▸ **Stored data entries**
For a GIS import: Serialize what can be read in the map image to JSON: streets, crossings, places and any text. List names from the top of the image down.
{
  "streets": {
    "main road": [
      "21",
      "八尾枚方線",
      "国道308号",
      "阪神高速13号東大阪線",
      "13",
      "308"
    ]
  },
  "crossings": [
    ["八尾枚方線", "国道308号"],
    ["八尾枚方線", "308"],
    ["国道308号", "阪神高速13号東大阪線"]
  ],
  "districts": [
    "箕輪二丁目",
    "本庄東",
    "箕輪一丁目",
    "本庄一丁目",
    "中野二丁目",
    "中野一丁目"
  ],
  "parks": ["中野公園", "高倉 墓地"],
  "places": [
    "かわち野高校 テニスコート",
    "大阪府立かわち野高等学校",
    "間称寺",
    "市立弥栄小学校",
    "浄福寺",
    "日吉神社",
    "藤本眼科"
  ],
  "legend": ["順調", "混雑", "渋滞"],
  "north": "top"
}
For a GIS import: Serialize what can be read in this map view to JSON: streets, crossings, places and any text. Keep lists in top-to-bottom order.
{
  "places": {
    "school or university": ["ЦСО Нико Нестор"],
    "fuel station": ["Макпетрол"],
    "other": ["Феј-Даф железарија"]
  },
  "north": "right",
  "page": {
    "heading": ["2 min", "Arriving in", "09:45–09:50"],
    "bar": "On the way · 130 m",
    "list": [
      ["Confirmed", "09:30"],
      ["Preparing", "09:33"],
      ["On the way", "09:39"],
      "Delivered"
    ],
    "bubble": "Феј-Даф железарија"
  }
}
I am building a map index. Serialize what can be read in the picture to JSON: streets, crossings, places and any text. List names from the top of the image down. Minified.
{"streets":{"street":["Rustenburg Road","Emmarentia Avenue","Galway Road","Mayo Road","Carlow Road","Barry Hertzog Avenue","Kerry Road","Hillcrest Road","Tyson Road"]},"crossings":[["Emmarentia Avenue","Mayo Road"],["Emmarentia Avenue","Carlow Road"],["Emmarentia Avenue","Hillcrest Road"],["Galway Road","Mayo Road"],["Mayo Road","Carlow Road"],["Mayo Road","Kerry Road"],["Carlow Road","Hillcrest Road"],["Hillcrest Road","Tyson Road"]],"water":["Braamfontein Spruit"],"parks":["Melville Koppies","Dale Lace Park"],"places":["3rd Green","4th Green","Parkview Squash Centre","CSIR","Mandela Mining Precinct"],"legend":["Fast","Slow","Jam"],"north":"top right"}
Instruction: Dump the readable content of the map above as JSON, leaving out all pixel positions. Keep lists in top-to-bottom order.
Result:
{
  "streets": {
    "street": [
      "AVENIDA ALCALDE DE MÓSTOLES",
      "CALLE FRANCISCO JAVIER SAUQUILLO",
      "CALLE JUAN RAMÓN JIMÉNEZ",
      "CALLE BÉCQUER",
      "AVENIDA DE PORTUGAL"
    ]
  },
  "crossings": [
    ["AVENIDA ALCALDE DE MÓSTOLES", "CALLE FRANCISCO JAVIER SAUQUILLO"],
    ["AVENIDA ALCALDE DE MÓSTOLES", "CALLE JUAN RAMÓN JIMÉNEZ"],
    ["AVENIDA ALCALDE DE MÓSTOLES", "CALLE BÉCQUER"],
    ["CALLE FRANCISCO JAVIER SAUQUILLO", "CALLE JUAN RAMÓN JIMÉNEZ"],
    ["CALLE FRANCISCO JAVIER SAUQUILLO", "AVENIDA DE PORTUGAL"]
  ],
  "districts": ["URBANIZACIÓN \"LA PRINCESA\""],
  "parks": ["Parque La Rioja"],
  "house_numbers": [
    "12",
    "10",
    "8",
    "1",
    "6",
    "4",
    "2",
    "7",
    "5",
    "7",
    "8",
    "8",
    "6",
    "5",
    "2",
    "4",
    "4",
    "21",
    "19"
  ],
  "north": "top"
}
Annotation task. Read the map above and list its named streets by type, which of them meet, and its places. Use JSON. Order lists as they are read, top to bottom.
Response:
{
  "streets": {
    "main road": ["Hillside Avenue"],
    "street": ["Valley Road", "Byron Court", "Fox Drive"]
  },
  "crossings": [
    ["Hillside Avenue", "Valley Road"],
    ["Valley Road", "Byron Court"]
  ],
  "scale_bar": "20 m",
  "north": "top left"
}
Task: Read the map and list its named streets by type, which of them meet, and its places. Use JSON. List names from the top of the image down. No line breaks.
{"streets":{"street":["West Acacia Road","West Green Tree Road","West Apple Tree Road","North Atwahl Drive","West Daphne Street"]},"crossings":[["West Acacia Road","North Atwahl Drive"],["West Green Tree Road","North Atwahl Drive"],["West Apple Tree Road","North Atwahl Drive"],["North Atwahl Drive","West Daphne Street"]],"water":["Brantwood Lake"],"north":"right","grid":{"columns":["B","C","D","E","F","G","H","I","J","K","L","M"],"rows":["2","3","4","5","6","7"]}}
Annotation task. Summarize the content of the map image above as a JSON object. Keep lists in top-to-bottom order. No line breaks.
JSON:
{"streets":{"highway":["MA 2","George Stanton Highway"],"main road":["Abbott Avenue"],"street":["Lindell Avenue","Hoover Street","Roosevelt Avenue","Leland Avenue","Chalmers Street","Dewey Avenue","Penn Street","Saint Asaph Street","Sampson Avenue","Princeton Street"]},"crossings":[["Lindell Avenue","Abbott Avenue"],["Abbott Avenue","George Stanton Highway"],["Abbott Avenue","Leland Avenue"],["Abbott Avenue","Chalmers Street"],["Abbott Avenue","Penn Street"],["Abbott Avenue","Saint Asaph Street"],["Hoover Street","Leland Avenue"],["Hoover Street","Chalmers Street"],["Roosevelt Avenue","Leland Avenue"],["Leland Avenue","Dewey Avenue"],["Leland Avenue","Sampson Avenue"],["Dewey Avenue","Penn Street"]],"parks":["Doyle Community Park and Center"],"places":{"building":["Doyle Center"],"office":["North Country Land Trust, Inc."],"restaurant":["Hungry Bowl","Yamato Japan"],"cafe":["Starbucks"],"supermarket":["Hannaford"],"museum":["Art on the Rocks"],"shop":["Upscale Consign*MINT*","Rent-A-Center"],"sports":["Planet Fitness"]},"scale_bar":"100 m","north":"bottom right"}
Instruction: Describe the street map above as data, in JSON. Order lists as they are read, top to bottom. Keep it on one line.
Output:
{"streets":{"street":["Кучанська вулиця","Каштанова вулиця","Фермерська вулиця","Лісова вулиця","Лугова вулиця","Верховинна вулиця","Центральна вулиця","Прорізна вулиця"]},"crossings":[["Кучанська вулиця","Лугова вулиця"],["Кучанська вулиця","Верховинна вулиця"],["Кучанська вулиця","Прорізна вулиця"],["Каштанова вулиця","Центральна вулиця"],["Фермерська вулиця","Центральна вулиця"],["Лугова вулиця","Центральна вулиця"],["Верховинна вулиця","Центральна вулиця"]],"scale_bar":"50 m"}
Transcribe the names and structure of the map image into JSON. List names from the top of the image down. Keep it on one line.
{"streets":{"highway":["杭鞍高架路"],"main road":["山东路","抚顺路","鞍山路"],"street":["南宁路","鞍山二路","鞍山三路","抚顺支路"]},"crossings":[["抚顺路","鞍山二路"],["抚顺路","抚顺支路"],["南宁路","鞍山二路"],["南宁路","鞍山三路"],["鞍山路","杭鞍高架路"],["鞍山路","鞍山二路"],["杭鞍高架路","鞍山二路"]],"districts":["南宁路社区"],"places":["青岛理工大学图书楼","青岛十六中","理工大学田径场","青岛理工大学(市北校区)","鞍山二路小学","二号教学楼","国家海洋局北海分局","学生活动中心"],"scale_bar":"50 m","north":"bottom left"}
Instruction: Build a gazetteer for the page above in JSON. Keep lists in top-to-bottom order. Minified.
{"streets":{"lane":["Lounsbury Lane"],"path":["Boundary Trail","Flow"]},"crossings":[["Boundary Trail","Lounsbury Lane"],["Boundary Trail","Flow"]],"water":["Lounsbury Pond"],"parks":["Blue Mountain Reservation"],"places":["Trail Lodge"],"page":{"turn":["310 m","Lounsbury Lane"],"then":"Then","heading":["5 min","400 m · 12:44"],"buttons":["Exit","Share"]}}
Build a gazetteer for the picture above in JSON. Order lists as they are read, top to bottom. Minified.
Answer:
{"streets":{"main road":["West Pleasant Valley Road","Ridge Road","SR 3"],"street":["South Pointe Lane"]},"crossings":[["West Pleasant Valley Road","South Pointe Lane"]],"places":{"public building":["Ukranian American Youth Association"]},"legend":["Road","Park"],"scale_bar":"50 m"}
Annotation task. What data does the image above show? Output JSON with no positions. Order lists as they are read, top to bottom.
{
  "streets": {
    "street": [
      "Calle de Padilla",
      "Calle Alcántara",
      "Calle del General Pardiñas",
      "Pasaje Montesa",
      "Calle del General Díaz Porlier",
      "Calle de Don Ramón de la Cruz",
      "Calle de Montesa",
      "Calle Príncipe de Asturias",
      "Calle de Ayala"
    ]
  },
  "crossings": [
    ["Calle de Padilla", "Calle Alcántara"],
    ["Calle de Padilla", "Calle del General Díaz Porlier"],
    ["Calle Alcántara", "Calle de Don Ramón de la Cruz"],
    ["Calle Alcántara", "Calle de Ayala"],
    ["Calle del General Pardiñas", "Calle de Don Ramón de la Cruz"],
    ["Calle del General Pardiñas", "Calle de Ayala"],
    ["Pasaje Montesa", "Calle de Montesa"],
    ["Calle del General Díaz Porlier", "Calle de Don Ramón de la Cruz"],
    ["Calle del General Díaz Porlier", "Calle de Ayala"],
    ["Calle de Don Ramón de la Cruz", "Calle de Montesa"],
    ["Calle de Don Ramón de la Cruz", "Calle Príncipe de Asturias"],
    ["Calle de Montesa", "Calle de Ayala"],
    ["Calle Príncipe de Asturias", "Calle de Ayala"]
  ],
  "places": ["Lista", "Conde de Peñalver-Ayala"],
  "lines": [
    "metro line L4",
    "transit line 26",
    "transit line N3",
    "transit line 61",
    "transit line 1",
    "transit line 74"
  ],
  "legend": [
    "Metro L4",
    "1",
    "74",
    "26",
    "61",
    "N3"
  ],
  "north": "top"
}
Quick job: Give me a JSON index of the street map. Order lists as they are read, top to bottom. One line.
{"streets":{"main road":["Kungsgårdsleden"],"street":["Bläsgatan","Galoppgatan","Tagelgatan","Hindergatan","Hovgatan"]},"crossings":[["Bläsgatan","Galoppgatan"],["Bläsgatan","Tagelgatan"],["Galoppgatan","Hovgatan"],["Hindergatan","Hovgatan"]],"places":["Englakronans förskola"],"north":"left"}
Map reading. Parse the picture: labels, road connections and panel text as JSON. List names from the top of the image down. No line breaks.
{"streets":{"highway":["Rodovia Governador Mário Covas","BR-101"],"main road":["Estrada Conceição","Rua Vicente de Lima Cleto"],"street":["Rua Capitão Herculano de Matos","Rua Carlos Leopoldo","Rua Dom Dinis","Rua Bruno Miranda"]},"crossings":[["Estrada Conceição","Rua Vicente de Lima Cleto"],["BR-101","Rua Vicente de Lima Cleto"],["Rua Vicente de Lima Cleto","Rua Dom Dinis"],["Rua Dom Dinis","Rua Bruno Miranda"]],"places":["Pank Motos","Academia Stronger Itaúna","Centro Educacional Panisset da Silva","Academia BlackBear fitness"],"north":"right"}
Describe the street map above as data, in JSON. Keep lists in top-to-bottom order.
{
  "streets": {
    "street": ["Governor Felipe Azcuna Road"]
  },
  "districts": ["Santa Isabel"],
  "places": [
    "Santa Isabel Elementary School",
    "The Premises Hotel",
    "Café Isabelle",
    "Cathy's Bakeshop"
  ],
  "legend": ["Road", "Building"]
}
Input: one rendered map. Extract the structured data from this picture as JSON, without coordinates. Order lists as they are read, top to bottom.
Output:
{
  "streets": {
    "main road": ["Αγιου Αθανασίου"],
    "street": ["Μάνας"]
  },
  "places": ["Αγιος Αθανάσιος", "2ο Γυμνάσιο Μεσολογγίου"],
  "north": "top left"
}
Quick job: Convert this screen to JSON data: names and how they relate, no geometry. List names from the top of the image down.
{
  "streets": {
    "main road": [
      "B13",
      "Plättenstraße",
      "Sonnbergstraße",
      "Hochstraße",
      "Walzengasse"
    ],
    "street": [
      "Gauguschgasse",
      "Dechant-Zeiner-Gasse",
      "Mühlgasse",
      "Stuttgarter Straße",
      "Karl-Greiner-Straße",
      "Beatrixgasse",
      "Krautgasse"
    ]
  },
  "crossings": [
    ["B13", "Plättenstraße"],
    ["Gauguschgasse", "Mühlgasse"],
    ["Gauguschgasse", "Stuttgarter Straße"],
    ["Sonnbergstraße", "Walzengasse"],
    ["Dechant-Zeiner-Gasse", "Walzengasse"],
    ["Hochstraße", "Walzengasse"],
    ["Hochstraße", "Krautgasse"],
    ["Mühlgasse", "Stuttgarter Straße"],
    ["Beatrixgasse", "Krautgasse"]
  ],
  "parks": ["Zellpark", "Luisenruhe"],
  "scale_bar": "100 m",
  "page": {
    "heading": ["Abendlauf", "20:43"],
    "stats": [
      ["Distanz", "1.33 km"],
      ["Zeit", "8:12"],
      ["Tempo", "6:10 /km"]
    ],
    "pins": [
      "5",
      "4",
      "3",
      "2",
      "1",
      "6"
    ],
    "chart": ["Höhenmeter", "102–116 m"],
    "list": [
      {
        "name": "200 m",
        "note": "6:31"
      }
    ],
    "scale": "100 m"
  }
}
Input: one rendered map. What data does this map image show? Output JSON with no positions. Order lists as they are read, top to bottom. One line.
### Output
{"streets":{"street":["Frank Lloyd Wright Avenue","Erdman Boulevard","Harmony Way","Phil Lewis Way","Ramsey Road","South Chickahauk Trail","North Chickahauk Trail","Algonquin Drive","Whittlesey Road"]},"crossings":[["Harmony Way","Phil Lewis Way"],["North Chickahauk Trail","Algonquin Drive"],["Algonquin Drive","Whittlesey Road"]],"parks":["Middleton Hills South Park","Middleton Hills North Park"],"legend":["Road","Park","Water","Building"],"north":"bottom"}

▸ **Assigned task**
Starting at the line that has "I am building" in the records above, restate word for word every line until the one that has "Instruction: Dump the", and include that one as well.

▸ **Your response**
I am building a map index. Serialize what can be read in the picture to JSON: streets, crossings, places and any text. List names from the top of the image down. Minified.
{"streets":{"street":["Rustenburg Road","Emmarentia Avenue","Galway Road","Mayo Road","Carlow Road","Barry Hertzog Avenue","Kerry Road","Hillcrest Road","Tyson Road"]},"crossings":[["Emmarentia Avenue","Mayo Road"],["Emmarentia Avenue","Carlow Road"],["Emmarentia Avenue","Hillcrest Road"],["Galway Road","Mayo Road"],["Mayo Road","Carlow Road"],["Mayo Road","Kerry Road"],["Carlow Road","Hillcrest Road"],["Hillcrest Road","Tyson Road"]],"water":["Braamfontein Spruit"],"parks":["Melville Koppies","Dale Lace Park"],"places":["3rd Green","4th Green","Parkview Squash Centre","CSIR","Mandela Mining Precinct"],"legend":["Fast","Slow","Jam"],"north":"top right"}
Instruction: Dump the readable content of the map above as JSON, leaving out all pixel positions. Keep lists in top-to-bottom order.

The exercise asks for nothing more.